Information:
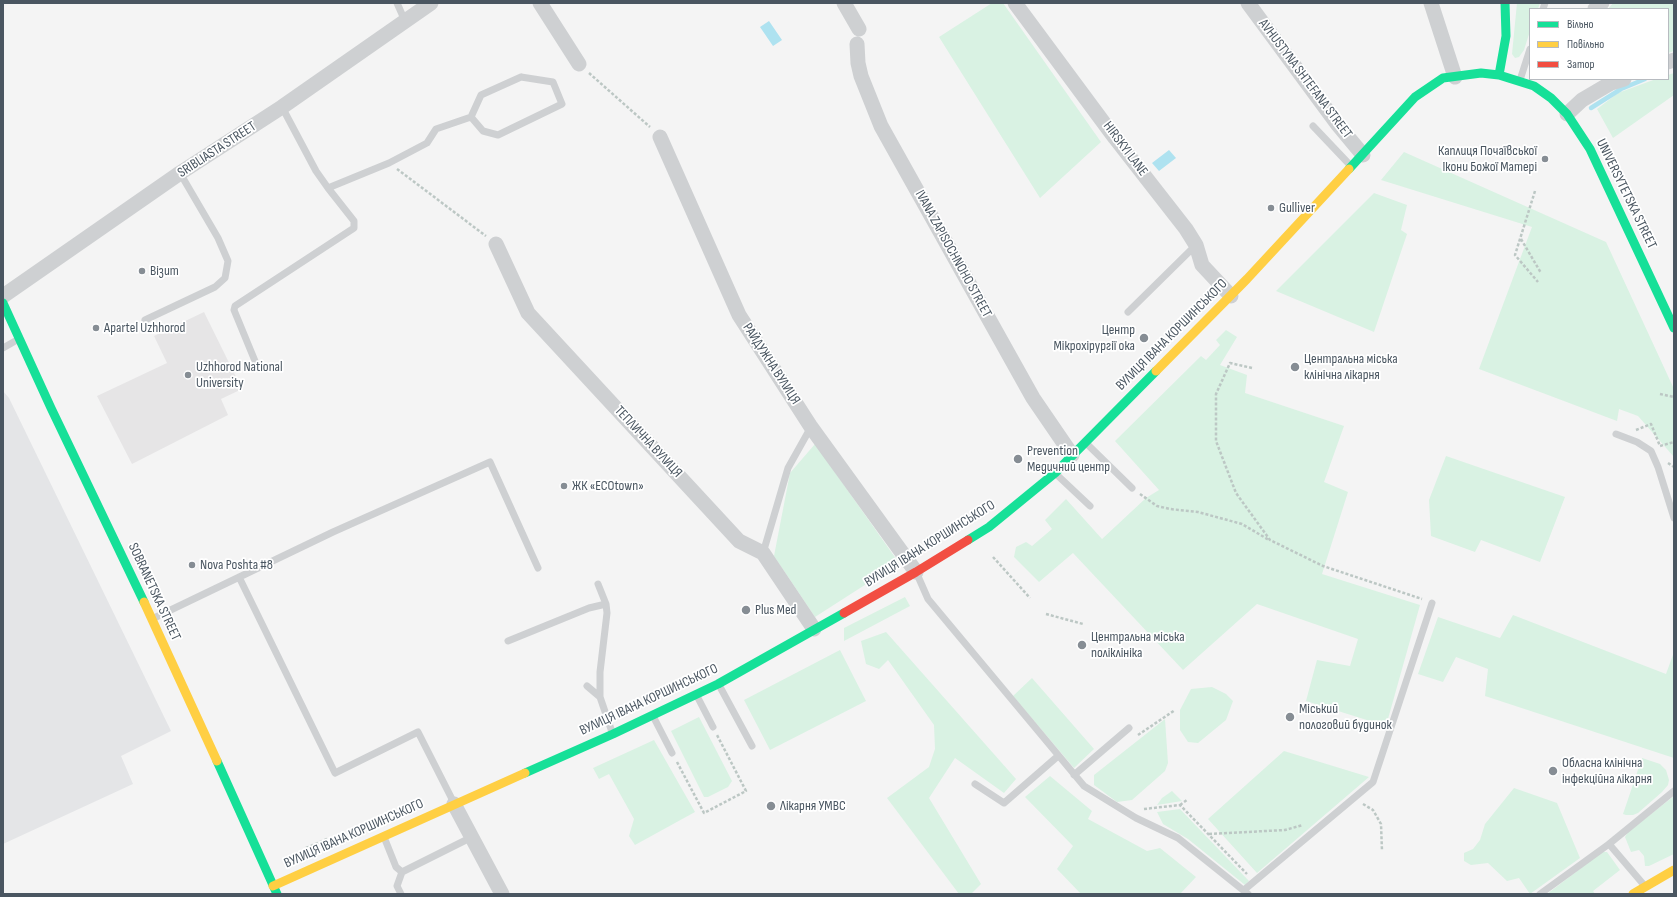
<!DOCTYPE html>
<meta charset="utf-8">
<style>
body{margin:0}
#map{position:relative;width:1677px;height:897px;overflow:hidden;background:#f4f4f4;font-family:"Sofia Sans Condensed",sans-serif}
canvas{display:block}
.frame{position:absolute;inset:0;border:4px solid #4a5661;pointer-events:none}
.legend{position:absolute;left:1529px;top:8px;width:140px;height:72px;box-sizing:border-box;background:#fff;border:1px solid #b7bbc0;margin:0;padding:5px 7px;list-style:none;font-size:12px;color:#4a5661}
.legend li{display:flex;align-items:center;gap:8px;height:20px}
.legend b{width:20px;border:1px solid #b7bbc0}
</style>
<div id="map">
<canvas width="1677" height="897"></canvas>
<div class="frame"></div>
<ul class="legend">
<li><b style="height:5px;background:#16e098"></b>Вільно</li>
<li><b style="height:5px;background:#ffcf43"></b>Повільно</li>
<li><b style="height:5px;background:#f24e42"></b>Затор</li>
</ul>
</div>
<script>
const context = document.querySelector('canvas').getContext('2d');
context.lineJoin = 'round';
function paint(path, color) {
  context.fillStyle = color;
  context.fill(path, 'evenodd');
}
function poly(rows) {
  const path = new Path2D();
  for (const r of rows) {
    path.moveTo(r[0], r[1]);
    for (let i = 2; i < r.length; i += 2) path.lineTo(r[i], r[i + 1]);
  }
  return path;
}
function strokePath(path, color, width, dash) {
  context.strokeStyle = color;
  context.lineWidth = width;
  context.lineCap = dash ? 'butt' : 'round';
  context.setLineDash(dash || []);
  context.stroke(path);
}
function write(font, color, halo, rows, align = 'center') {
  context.font = font + ' "Sofia Sans Condensed",sans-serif';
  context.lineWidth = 3.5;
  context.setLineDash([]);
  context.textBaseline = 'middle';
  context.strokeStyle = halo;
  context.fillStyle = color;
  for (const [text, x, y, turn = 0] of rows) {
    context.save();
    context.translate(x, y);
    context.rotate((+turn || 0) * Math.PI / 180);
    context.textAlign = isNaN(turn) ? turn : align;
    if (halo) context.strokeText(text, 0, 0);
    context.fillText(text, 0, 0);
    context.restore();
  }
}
const education = poly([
 [204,312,242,389,221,399,228,415,132,464,97,396,167,363,154,336]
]);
const airport = poly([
 [3,391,9,398,171,731,121,756,133,784,3,844]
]);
const green = poly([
 [992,3,1003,3,1101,142,1040,198,939,37],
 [1517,3,1540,3,1538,9,1530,9,1530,31,1524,50,1519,57,1515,58,1512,54],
 [1613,3,1674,3,1674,51,1668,53,1668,9,1608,9],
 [1674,73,1674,95,1613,138,1597,109,1618,93,1656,79,1668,79,1668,75],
 [1404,152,1606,242,1674,389,1674,457,1638,416,1619,409,1617,421,1479,369,1532,227,1381,180],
 [1374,193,1407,205,1401,230,1407,234,1374,332,1276,291],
 [1226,330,1237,337,1220,365,1247,375,1245,393,1344,426,1324,482,1348,492,1322,574,1420,605,1386,726,1306,701,1317,660,1350,666,1358,639,1257,604,1183,670,1073,553,1039,582,1014,557,1016,547,1026,542,1032,546,1052,529,1045,520,1066,499,1102,539,1146,498,1159,490,1115,441,1201,356,1206,360,1220,345,1216,340],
 [815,444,899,563,815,617,774,556,790,473],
 [1446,456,1565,497,1540,562,1481,540,1475,552,1431,536,1429,500],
 [905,597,910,606,844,641,844,628],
 [1513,615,1666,674,1674,652,1674,758,1485,696,1488,669,1456,657,1443,682,1418,674,1438,617,1500,638],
 [886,632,1016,779,1004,793,955,758,929,798,981,884,971,894,959,894,887,798,929,767,935,749,934,725,888,660,879,669,866,664,861,641],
 [840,650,866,701,770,750,744,700],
 [1032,678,1094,749,1074,768,1013,696],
 [1212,687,1226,694,1233,701,1226,720,1198,743,1188,742,1180,730,1180,710,1191,689],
 [699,717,732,781,728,787,708,797,704,797,671,731],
 [1165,719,1168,763,1165,771,1132,800,1117,802,1094,785,1094,775],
 [654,740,695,812,635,845,629,836,634,819,609,774,599,779,593,768],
 [1284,751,1369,777,1257,873,1208,819],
 [1642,758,1660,764,1666,770,1669,780,1668,785,1662,792,1638,813,1633,815,1626,815,1623,814],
 [1050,776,1092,811,1088,819,1147,851,1160,848,1196,877,1180,894,1081,894,1057,869,1073,846,1025,797],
 [1514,788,1557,803,1580,858,1530,894,1519,878,1507,881,1488,863,1471,865,1464,861,1464,853,1473,849,1480,840,1485,824],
 [1172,791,1182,801,1157,805,1162,798],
 [1674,796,1674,854,1649,866,1645,866,1644,856,1639,850,1631,852,1625,837,1628,832],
 [1180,809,1249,881,1245,885,1188,839,1163,824,1157,812],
 [1602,852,1607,852,1620,870,1593,891,1595,894,1547,894]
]);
const water = poly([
 [769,21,782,40,773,46,760,27],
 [1169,150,1176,158,1159,171,1152,163]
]);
const stream = poly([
 [1591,108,1621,89,1645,79]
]);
const path = poly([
 [589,73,650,127],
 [397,169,486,236],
 [1535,191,1515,255,1538,282],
 [1521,239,1541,273],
 [1252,368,1230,363,1216,394,1216,441,1236,493,1270,540,1323,566,1422,599],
 [1660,394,1674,397],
 [1636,430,1651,424,1660,446,1674,442],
 [1668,463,1674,467],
 [1140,494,1157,506,1170,509,1198,512,1242,524,1269,540],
 [993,557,1030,598],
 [1046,614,1083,624],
 [1138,735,1175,710],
 [677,762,704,813,746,791,717,735],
 [1363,804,1373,810,1381,824,1382,851],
 [1180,805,1187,800],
 [1144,809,1180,805,1247,874],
 [1209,834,1285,830,1303,825],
 [306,848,327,839]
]);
const lane = poly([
 [397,3,405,21],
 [1543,9,1545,3],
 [521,77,553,82,562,104,498,135,483,131,471,117,481,95,521,77],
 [1520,80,1530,49],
 [282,107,316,171,328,188,389,163,427,143,436,129,471,117],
 [1313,126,1350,165],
 [1128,312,1196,245],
 [145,320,215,287,225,278,228,261,218,238,180,173],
 [3,348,17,340],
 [255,361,234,310,235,306,354,228,354,221,328,188],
 [1616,434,1637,442,1651,451,1658,467,1674,518],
 [1086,443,1132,488],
 [1056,474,1090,506],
 [763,553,788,468,811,427],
 [917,574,928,599,1084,786,1136,818,1178,838,1248,894],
 [239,577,335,773,418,732,454,803],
 [598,584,606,604,607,613,600,672,600,697,612,732],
 [154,618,333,532,490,462,538,568],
 [508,641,589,608,606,604],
 [719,685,752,746],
 [587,686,600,697],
 [697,696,713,727],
 [653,716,672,753],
 [1074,775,1129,728],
 [975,784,1004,803,1058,756],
 [384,837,396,867,402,872,472,837],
 [1609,844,1644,885],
 [1244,890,1373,782,1432,603],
 [401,894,397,886,402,872],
 [1540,894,1609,844,1674,791]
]);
const street = poly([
 [540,3,579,64],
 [844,3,859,29],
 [1015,3,1115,138,1186,229,1196,245,1202,265,1231,296],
 [1248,3,1338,125,1363,155],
 [1431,3,1455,77],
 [1595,9,1602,3],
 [857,44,858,63,861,76,881,126,1033,398,1072,455],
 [1668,62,1674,60],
 [1567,114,1582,100,1611,83,1624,79],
 [660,137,739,315,811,427,916,572],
 [496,244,528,313,739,541,763,553,814,629],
 [3,296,180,173,282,107,431,3],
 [454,804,502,894]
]);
const fast = poly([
 [1499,75,1506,36,1505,3],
 [1349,169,1415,97,1443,78,1481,73,1499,75,1534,86,1551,98,1567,114,1590,149,1674,328],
 [3,303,51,408,144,602],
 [968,540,989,527,1055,473,1156,371],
 [217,761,277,894],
 [525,773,613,734,718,684,844,613]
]);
const slow = poly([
 [1156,371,1247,279,1349,169],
 [144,602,217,761],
 [273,886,525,773],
 [1633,894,1674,870]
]);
const jam = poly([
 [844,613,916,572,968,540]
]);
const markers = [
 [1545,159,4,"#868d94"],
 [1271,208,4,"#868d94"],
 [142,271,4,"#868d94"],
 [96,328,4,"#868d94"],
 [1144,338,5,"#868d94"],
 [1295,367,5,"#868d94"],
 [188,375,4,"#868d94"],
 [1018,459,5,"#868d94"],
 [564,486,4,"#868d94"],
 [192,565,4,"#868d94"],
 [746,610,5,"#868d94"],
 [1082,645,5,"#868d94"],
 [1290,717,5,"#868d94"],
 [1553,771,5,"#868d94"],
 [771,806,5,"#868d94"]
];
const streetNames = [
 ["AVHUSTYNA SHTEFANA STREET",1305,79,53],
 ["HIRSKYI LANE",1125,149,53],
 ["SRIBLIASTA STREET",217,150,-33],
 ["UNIVERSYTETSKA STREET",1626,194,64],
 ["IVANA ZAPISOCHNOHO STREET",953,254,61],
 ["ВУЛИЦЯ ІВАНА КОРШИНСЬКОГО",1172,335,-45],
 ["РАЙДУЖНА ВУЛИЦЯ",771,364,57],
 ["ТЕПЛИЧНА ВУЛИЦЯ",648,442,47],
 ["ВУЛИЦЯ ІВАНА КОРШИНСЬКОГО",930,544,-32],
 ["SOBRANETSKA STREET",154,592,65],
 ["ВУЛИЦЯ ІВАНА КОРШИНСЬКОГО",649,700,-25],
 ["ВУЛИЦЯ ІВАНА КОРШИНСЬКОГО",354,834,-24]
];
const poiNames = [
 ["Каплиця Почаївської",1537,151,"right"],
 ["Ікони Божої Матері",1537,167,"right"],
 ["Gulliver",1279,208],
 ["Візит",150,271],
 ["Apartel Uzhhorod",104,328],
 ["Центр",1135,330,"right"],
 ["Мікрохірургії ока",1135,346,"right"],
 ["Центральна міська",1304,359],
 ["клінічна лікарня",1304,375],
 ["Uzhhorod National",196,367],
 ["University",196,383],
 ["Prevention",1027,451],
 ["Медичний центр",1027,467],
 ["ЖК «ECOtown»",572,486],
 ["Nova Poshta #8",200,565],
 ["Plus Med",755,610],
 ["Центральна міська",1091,637],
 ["поліклініка",1091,653],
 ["Міський",1299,709],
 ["пологовий будинок",1299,725],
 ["Обласна клінічна",1562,763],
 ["інфекційна лікарня",1562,779],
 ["Лікарня УМВС",780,806]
];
paint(education, '#e6e5e6');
paint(airport, '#e4e5e7');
paint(green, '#d9f2e3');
paint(water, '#aee2f0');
strokePath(stream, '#aee2f0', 4.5);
strokePath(path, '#bcc7c4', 2.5, [3, 2]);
strokePath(lane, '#ced0d2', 7);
strokePath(street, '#ced0d2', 15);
strokePath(fast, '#16e098', 9);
strokePath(slow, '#ffcf43', 9);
strokePath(jam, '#f24e42', 9);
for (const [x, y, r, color] of markers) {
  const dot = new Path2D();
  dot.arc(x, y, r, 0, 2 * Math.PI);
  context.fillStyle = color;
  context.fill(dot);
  strokePath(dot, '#fff', 1.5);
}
write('14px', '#4a5661', '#fff', streetNames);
write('14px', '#4a5661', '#fff', poiNames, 'left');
</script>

Directions: Give again only the lines of the material above that run from the one with "const dot = new Path2D();" through the end, both included, exactly as they appear.

Task response:
  const dot = new Path2D();
  dot.arc(x, y, r, 0, 2 * Math.PI);
  context.fillStyle = color;
  context.fill(dot);
  strokePath(dot, '#fff', 1.5);
}
write('14px', '#4a5661', '#fff', streetNames);
write('14px', '#4a5661', '#fff', poiNames, 'left');
</script>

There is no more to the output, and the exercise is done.